- Opening Delimiter -

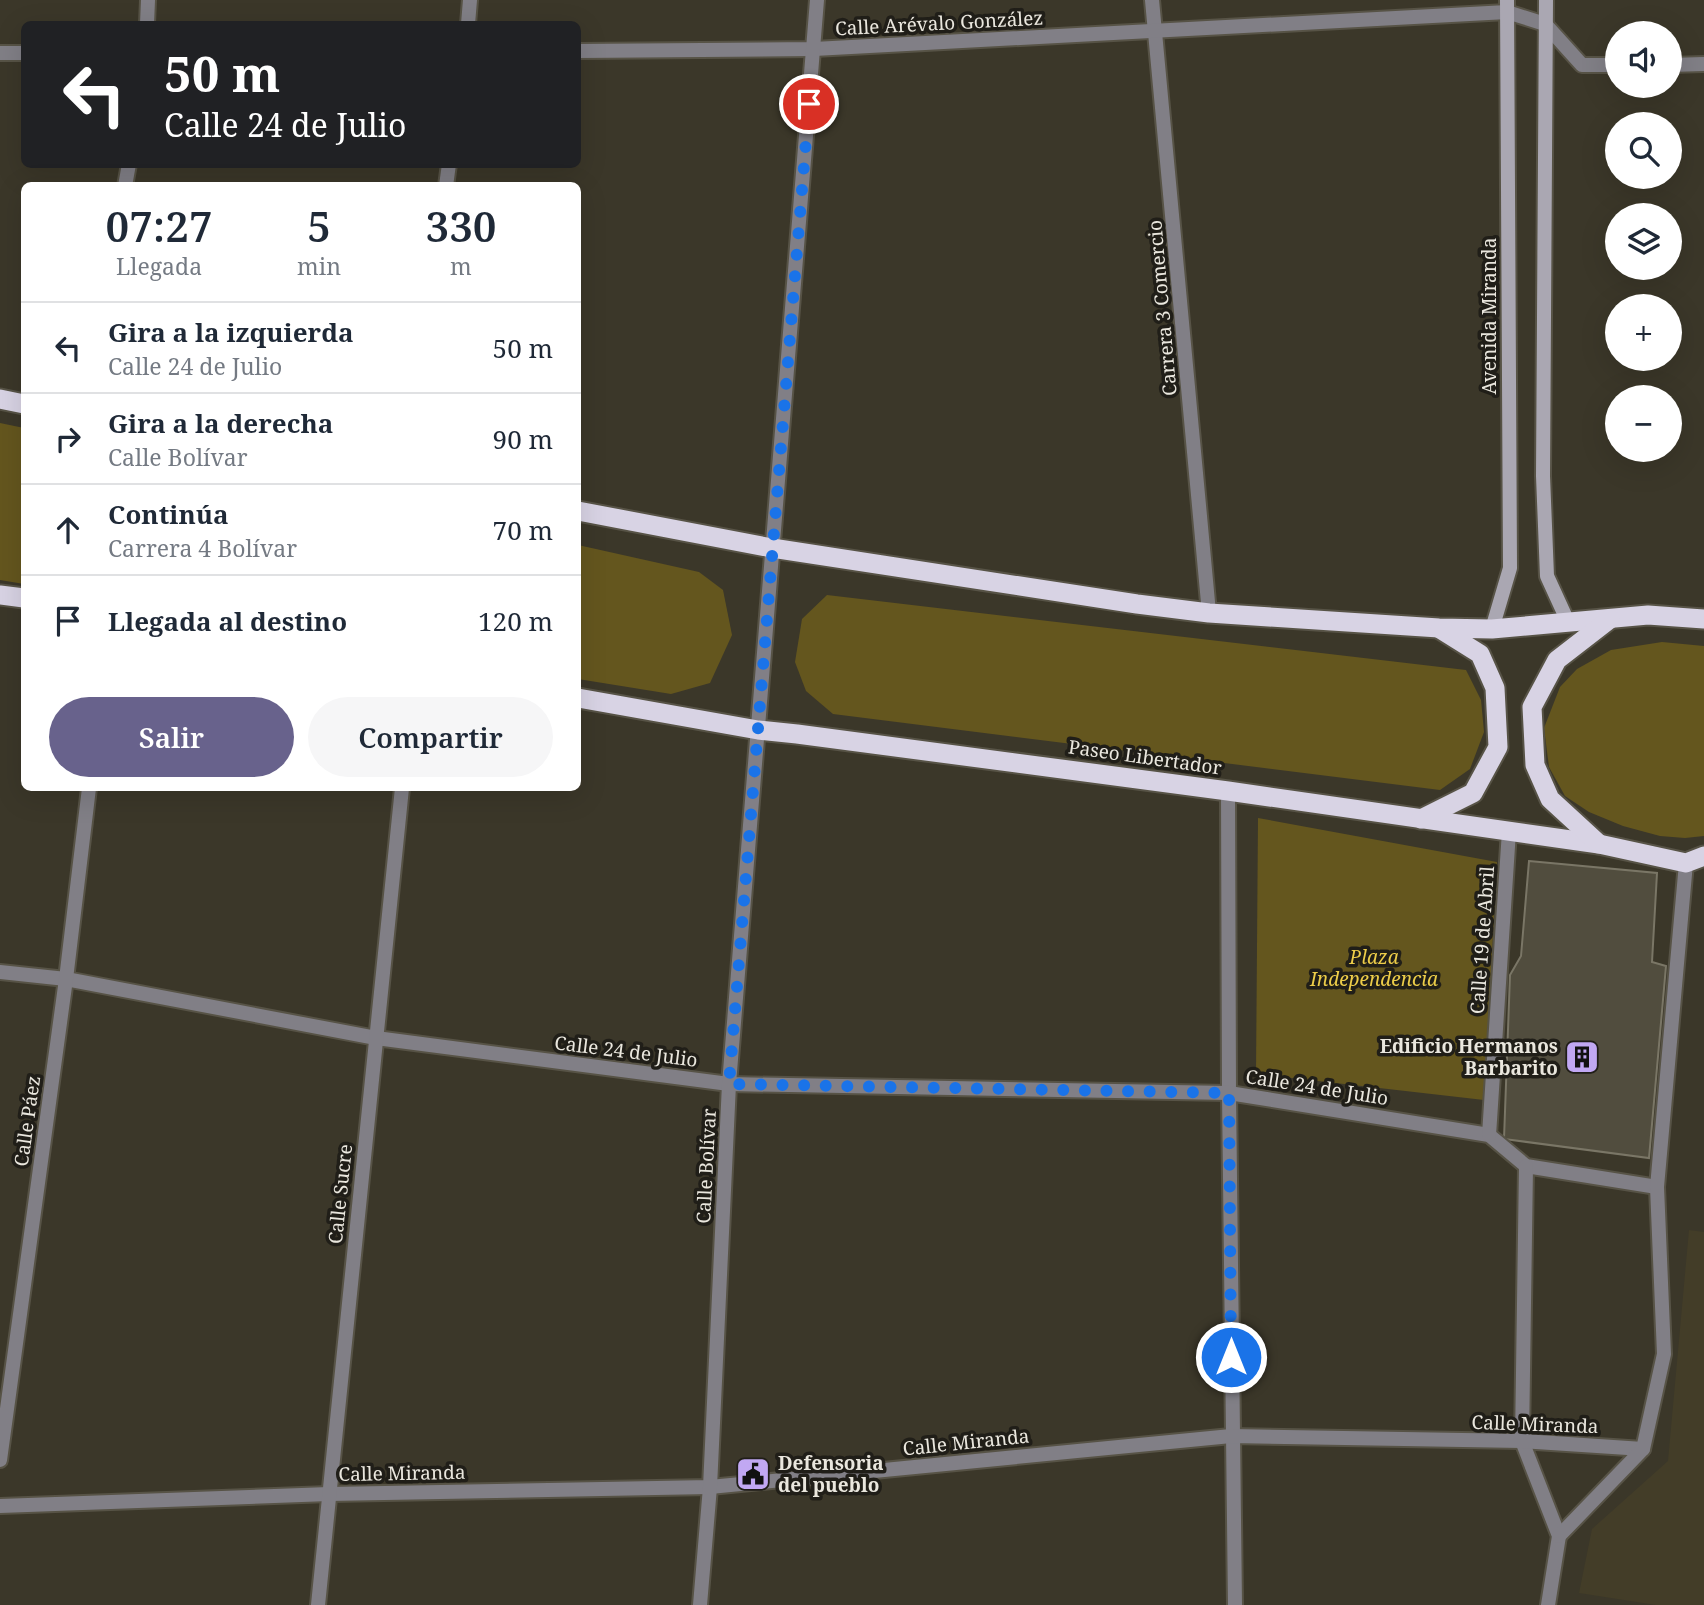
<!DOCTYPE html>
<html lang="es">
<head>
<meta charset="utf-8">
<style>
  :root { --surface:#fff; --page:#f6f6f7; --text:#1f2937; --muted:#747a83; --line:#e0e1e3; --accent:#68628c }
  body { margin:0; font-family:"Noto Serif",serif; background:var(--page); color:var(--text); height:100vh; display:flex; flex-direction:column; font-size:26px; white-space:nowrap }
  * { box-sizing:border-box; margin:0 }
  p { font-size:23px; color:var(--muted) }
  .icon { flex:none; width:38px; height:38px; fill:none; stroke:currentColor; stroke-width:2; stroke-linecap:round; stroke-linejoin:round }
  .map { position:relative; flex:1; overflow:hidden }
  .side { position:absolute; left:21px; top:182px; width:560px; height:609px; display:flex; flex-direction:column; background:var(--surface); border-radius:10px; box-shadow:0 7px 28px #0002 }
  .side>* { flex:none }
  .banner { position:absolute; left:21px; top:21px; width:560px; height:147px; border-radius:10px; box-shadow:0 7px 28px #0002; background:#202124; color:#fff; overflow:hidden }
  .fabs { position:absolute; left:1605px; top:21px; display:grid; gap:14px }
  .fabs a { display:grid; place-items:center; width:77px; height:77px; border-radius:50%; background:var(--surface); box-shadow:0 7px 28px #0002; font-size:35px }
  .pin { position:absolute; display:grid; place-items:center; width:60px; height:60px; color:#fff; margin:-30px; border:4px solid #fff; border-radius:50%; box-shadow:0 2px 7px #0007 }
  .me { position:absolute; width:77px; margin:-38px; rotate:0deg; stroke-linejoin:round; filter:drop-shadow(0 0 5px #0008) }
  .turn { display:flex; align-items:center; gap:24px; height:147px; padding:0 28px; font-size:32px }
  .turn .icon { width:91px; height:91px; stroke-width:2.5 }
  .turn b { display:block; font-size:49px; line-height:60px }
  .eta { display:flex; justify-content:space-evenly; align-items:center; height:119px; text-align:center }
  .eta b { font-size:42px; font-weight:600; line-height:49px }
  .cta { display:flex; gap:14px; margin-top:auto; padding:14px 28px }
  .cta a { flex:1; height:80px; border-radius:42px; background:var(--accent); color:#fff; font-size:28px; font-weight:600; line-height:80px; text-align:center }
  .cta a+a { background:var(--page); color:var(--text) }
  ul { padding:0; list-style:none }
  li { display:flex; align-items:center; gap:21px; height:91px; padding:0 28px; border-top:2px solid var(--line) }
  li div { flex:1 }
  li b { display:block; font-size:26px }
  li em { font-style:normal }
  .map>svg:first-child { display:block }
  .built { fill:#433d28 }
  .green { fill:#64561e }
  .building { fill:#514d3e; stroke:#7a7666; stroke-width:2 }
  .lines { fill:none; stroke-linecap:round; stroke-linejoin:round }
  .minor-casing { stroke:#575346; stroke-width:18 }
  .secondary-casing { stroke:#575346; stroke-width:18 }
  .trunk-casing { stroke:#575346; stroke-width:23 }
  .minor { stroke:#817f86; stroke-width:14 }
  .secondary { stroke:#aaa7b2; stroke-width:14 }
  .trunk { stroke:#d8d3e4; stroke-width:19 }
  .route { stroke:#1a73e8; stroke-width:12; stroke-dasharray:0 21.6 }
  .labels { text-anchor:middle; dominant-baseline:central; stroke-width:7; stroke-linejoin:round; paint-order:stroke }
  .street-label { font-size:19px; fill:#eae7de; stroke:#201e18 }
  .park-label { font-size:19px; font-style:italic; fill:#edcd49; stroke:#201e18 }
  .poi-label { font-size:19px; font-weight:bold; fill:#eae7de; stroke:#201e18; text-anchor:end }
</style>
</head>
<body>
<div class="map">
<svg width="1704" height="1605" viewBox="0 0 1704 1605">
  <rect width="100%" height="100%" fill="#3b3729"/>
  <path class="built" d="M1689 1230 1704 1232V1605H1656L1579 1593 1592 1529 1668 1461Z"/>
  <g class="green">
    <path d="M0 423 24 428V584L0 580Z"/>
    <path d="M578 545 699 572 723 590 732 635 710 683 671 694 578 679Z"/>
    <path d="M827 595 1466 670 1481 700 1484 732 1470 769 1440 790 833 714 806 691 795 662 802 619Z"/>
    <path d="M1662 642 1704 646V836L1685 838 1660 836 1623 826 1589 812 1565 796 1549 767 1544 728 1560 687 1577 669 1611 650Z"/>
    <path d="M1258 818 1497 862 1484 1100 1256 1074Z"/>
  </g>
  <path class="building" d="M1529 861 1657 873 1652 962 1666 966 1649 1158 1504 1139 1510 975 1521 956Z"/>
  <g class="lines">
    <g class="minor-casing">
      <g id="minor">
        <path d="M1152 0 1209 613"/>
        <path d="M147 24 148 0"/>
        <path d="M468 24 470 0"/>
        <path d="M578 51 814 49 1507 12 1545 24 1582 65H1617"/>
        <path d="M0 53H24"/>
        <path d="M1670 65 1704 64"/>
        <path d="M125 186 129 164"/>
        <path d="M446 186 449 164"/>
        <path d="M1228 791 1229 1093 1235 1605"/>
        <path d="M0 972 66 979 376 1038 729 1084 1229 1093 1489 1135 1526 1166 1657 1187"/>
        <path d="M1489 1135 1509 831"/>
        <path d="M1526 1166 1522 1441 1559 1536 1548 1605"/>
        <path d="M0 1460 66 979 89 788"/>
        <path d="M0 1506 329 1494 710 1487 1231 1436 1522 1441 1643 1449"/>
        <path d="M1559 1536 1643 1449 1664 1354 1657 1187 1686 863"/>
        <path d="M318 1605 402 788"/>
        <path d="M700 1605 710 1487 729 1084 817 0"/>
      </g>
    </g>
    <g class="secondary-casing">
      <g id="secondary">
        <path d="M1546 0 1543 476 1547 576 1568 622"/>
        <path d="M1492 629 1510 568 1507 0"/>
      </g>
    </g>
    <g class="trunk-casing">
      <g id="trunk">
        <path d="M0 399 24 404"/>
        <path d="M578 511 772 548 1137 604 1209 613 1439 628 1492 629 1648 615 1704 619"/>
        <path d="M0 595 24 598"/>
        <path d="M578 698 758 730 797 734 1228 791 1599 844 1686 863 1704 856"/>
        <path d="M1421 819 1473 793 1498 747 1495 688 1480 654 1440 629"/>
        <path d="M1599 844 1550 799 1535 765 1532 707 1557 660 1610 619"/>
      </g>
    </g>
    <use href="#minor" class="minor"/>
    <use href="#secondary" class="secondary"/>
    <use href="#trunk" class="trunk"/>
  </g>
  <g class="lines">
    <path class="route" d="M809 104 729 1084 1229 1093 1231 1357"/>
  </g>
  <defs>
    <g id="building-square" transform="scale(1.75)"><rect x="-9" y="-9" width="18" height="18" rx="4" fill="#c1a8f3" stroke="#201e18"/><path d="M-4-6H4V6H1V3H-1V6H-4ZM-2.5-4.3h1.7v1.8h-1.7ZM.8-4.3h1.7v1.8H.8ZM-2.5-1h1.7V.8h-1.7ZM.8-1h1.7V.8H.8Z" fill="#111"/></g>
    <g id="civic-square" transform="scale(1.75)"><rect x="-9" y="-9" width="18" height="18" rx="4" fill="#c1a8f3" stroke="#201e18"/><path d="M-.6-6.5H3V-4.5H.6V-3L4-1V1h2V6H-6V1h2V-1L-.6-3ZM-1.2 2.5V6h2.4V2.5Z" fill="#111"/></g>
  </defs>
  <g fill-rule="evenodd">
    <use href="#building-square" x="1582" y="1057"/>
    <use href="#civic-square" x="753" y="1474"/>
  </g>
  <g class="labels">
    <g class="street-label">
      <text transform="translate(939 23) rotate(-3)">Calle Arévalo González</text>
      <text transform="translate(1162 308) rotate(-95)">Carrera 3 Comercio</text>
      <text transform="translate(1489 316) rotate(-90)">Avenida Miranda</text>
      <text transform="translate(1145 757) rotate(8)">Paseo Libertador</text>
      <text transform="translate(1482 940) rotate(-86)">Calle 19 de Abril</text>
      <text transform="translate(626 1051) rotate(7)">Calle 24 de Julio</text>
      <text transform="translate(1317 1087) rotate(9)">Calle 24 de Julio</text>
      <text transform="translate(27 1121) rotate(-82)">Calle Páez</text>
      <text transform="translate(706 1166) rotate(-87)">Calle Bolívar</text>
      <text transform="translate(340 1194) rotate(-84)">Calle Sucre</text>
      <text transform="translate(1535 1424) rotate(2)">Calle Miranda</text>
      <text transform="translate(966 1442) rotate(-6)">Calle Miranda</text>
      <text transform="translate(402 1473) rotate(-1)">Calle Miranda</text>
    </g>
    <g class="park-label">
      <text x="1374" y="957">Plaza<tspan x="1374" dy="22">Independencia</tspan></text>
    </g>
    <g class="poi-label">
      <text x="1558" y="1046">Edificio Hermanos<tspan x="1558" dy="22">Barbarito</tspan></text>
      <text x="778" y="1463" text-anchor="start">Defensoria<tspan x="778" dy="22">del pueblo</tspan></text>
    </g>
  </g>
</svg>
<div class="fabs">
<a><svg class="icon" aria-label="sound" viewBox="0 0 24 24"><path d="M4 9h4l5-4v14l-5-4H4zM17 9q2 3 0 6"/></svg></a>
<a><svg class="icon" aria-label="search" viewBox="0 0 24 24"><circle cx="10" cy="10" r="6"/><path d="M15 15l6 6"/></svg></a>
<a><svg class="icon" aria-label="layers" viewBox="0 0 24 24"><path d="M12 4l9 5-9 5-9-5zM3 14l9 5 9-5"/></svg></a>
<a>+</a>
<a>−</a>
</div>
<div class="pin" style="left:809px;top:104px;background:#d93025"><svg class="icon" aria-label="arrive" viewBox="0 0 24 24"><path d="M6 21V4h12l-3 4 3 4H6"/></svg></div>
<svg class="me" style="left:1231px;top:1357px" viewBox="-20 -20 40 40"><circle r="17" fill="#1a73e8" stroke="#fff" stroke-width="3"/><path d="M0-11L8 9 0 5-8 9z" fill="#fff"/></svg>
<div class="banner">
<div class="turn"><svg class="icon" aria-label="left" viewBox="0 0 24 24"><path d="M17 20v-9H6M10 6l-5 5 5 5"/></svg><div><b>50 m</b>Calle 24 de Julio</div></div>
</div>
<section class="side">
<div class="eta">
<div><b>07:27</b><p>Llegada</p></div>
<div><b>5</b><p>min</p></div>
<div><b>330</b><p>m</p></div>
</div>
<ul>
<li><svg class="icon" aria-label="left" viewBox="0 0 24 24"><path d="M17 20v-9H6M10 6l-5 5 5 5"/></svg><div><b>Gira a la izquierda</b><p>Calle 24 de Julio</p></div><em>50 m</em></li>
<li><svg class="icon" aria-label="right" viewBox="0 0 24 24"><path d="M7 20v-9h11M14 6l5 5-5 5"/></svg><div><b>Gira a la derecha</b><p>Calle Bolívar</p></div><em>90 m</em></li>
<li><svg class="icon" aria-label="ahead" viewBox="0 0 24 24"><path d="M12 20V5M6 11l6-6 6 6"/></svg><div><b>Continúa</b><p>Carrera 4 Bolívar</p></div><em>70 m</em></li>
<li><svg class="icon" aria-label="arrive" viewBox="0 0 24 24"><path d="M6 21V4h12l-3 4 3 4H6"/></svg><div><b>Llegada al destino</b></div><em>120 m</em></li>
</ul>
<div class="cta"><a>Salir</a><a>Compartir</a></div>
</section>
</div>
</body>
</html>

- Closing Delimiter -

TASK BRIEF: The word "overflow" occurs in some lines of the data above; report how many such lines there are, with no other words.

ANSWER TO THE EXERCISE: 2